Hydrogen is already widely used for many industrial processes, however most hydrogen is produced using coal. Coal gasification is very carbon intensive so if you can replace coal with renewable electricity there can potentially be a big benefit.
If you want to buy green hydrogen as opposed to grey or blue which come from less clean sources, you need a certification system to verify that hydrogen was produced using green electricity.
Hydrogen can act as a storage medium on the grid only if you are able to correlate the time of [renewable] production with consumption. You do not want hydrogen electrolysis to occur at peak times of demand on the electricity grid, instead you want production at periods of high renewables and low demand.
Do you see the use of hourly certificates leading to more local consumption of GOs?
This is a broader fundamental question about the GO market—over what distance you should be able to trade these certificates.
Currently in Europe you can trade them through any member state in the AIB which includes Iceland which has no interconnector. There is no physical flow of electricity between Iceland and the rest of Europe, but you can claim GOs.
What we are doing is adding a timestamp that makes the certificate market more reflective of the physical flows of electricity on the grid. Whether the system should limit trading of certificates to physical flows on the grid is an interesting debate that is discussed regularly but would ultimately be for the European Commission to decide.
There is an interesting angle within local flexibility markets which is emerging to solve problems with local grid congestions, and you can imagine using these hourly certificates as an important instrument in those markets.
How has the implementation process of the initiative been so far?

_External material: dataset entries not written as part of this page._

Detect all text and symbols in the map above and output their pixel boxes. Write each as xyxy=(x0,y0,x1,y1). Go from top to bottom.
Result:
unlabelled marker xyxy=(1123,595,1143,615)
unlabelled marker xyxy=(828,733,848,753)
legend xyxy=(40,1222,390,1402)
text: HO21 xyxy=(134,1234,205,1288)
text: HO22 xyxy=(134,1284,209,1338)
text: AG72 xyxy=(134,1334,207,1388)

We have six demonstrator projects that are launching now, and these will be up and running by the end of the year , so that the market is starting from now. We have a further four projects which are expected to start later this year.
It is difficult to predict the volumes of these certificates, volumes will begin quite small at the end of this year and gradually increase through next year into the following year. The pace will be ultimately dictated by demand from the market.
What challenges do you see for EnergyTag in 2021?
There are a few challenges to the process. A lot of technology platforms are already out there that have this capability so there aren't necessarily too many technical hurdles. However, getting access to granular hourly meter data is always a challenge, but there is already a lot of progress in Europe to centralize TSO data.
Making sure to link the system with the existing certificate schemes is another challenge. This is something that we spend a lot of time thinking about, and there are several solutions that have been presented here. We plan to publish another report at the end of the year which will have a more detailed set of guidelines based on learnings and feedback that we are getting from these demonstrator projects.
It is an iterative process—the guideline for the current GO framework also changed regularly.
How would you define success for EnergyTag—would this be integration into the existing GO framework?
Success for us would be for the guidelines we have developed to be adopted by the European Commission, the AIB in Europe or other REC systems internationally.
EnergyTag is an industry initiative meant to accelerate the development of the market. We are trying to focus on adding a timestamp to existing certificates to facilitate this market to emerge, whilst providing a respected forum for discussion.
Environmental markets start off as voluntary markets and then become regulated. Even GOs in Europe which are now part of European legislation started off as a group of companies that got together and developed a mechanism to enable people to buy renewable energy.